Answers such as yours amaze me. Isn't part of securing a "target" system ensuring it cannot be used as a leaping point to other systems at which point once compromised becomes a host system?

Gary Monnier


-----Original Message-----
From: midrange-l-bounces@xxxxxxxxxxxx [mailto:midrange-l-bounces@xxxxxxxxxxxx] On Behalf Of John Jones
Sent: Thursday, May 17, 2012 12:19 PM
To: Midrange Systems Technical Discussion
Subject: Re: RMTCMD's security?

Secure the machine(s)/hosts that will be the target of the remote commands.

Securing the endpoint machines machines that will send the command is near meaningless.
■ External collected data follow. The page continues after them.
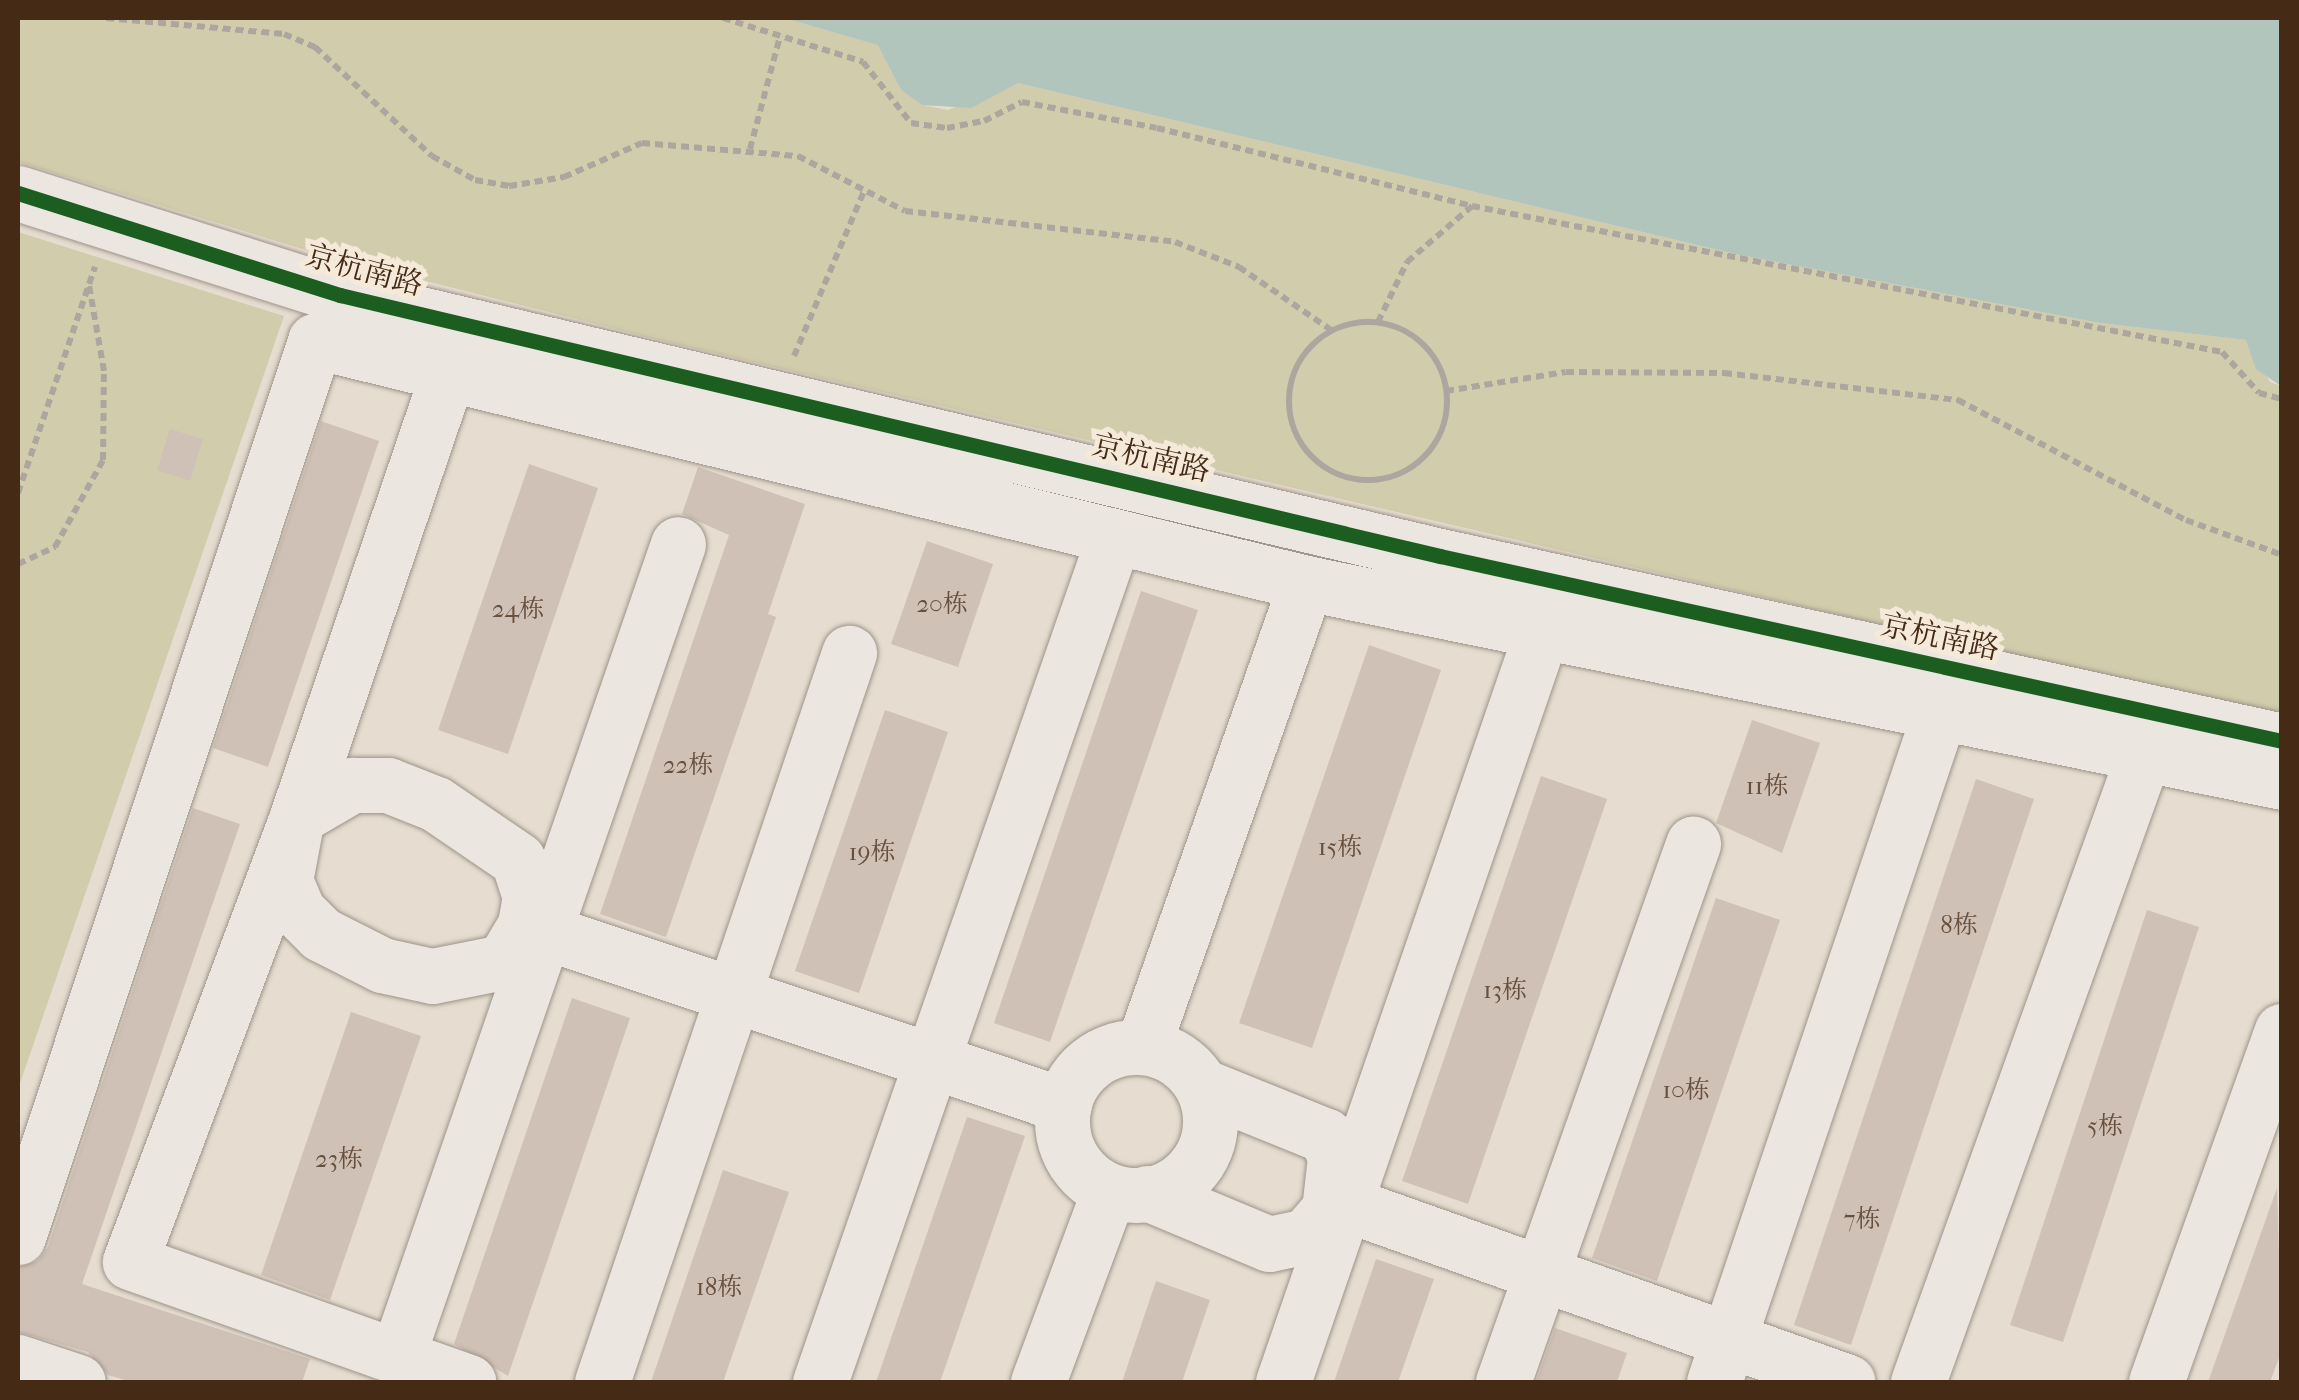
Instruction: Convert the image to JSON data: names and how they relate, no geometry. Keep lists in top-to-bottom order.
{
  "streets": {
    "street": ["京杭南路"]
  },
  "house_numbers": [
    "20栋",
    "24栋",
    "22栋",
    "11栋",
    "15栋",
    "19栋",
    "8栋",
    "13栋",
    "10栋",
    "5栋",
    "23栋",
    "7栋",
    "18栋"
  ]
}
All it takes is a rogue device on the network or a compromised Internet-facing host and secure endpoints won't mean squat.

On Thu, May 17, 2012 at 2:12 PM, Monnier, Gary <Gary.Monnier@xxxxxxxxx>wrote:

Scott,

By "to" machine do you mean the target system or the host system?

Gary Monnier


-----Original Message-----
From: midrange-l-bounces@xxxxxxxxxxxx [mailto:
midrange-l-bounces@xxxxxxxxxxxx] On Behalf Of Scott Klement
Sent: Thursday, May 17, 2012 11:12 AM
To: Midrange Systems Technical Discussion
Subject: Re: RMTCMD's security?

You should always secure the "to" machine. Securing the "from"
machine isn't even worthy of being called "security".

On 5/17/2012 11:27 AM, rob@xxxxxxxxx wrote:
Should you be securing the "from" machine (ie the system they
initiate the remote command from), or should you be securing the "to" machine?